The hum of a small plane is heard overhead during a community assembly, but no one looks up. Conversation rises naturally over the sound as the engine’s intense roar fades into the background. The aircraft takes five minutes to pass over an Indigenous community located between the districts of Yuyapichis and Puerto Bermúdez, its course traceable by simply following the sound — today, the plane is hidden from view by clouds.
On the morning of Sunday, April 21, 2024, this Yanesha community, nestled between the regions of Huánuco and Pasco in Peru’s central rainforests, is hosting a gathering of Indigenous residents from Huánuco and its two annexes. Some have arrived by boat, navigating up the Pachitea River, which forms at the confluence of the Pichis and the Palcazu rivers.

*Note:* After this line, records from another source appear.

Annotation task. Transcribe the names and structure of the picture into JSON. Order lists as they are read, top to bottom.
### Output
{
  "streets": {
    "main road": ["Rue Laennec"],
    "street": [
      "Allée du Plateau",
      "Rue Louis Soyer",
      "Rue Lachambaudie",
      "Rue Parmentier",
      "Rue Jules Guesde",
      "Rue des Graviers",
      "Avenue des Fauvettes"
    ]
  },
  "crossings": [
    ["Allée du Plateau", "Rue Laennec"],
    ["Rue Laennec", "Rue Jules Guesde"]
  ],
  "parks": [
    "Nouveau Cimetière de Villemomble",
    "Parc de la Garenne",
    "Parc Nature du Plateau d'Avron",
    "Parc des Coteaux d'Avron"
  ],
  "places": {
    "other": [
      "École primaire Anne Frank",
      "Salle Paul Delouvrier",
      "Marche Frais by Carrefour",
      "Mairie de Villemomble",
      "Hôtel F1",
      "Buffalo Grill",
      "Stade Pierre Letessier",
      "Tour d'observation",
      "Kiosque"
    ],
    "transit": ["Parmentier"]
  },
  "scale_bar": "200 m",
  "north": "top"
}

At least 200 people are present, focused on discussing one central concern: securing legal titles for their lands. Nothing else can distract them today — not the sound of the small plane, nor the clandestine airstrips surrounding the community that daily serve drug trafficking.

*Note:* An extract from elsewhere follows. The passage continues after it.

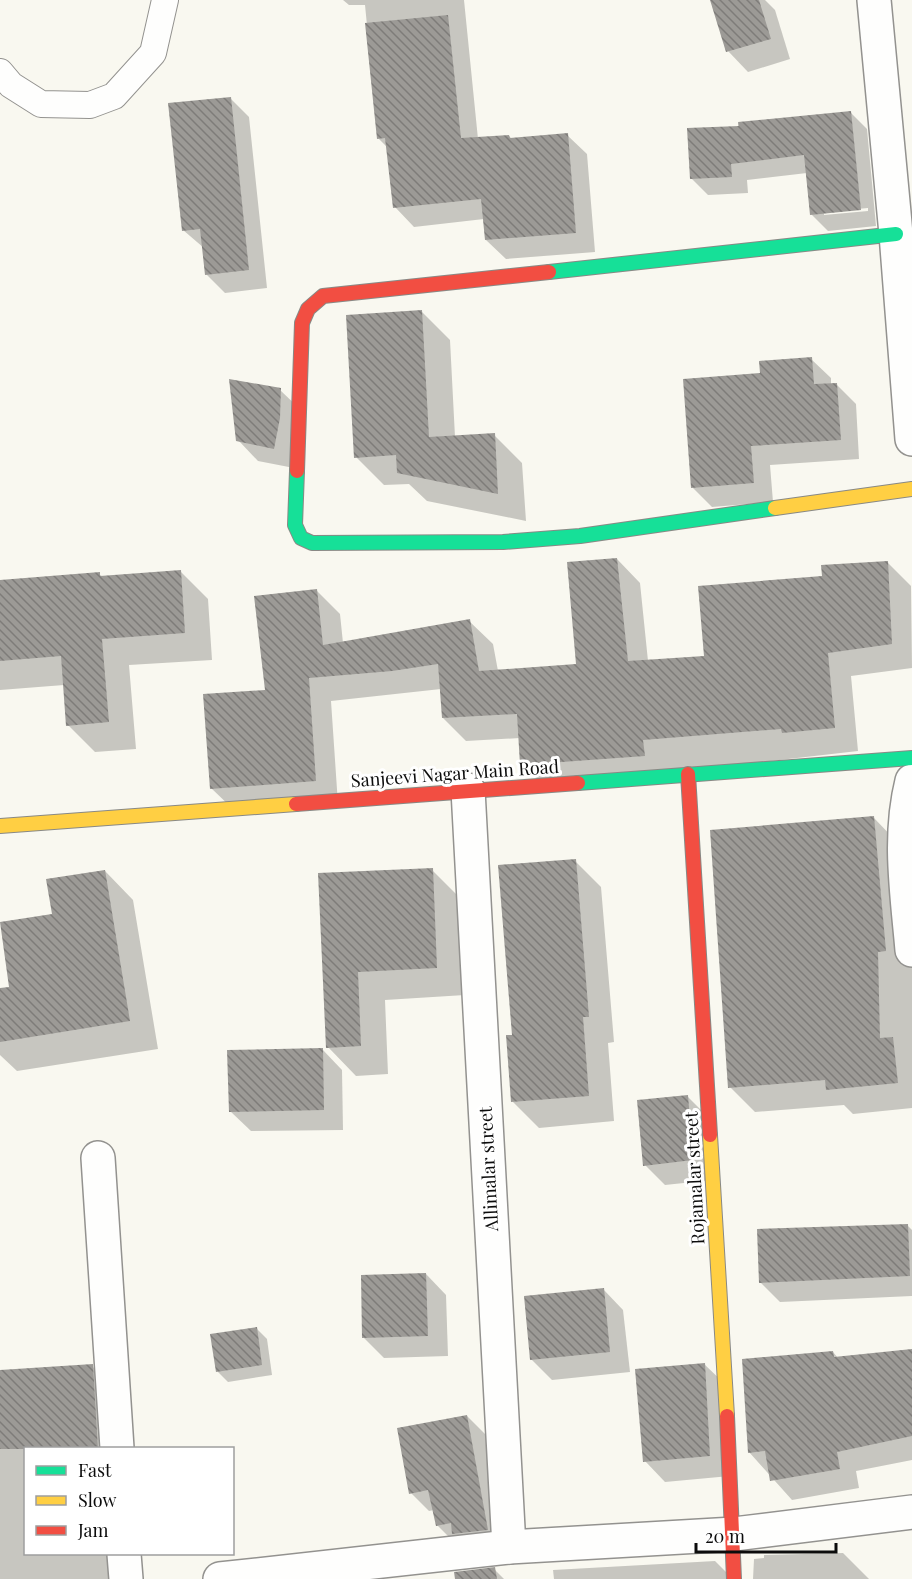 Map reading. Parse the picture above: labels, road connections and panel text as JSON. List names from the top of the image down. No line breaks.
{"streets":{"street":["Sanjeevi Nagar Main Road","Allimalar street","Rojamalar street"]},"crossings":[["Sanjeevi Nagar Main Road","Allimalar street"],["Sanjeevi Nagar Main Road","Rojamalar street"]],"legend":["Fast","Slow","Jam"],"scale_bar":"20 m"}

“Didn’t you hear what was happening earlier? That’s them. I don’t know where they are going,” a local source told us in hushed tones, confirming the aircraft’s departure. “From here, whatever they take with them will go to other areas of Yuyapichis. That’s where they fly,” he says. “It used to be more regular, busier. There was even a bit of money in it; it was fun back then. But now it’s different.” When did it change? “When they started eradicating coca.”
Satellite images reveal that both the airstrips and illegal crops are still there. This suggests that either coca eradication efforts failed to reach the area, or its replanting has simply reclaimed the space. For a year, Mongabay Latam scoured the dense forest surrounding the community, looking for airstrips that can measure 500-1,000 meters (approximately 1,600-3,200 feet), which can appear suddenly in just a few days. With the help of a search tool developed with artificial intelligence (AI), our team of journalists detected 8 inside the territories of two Yanesha communities and 7 around them.
The two communities, both belonging to the Yanesha people, share a rich history and are connected by a single entrance road leading to the Fernando Belaúnde Terry Highway, also known as Marginal de la Selva. Positioned on the banks of the Pachitea River, their territory spans the regions of Huánuco and Pasco and falls within the Oxapampa-Asháninka-Yanesha Biosphere Reserve. But another bond links them: a network of organized crime operating within this spectacular landscape.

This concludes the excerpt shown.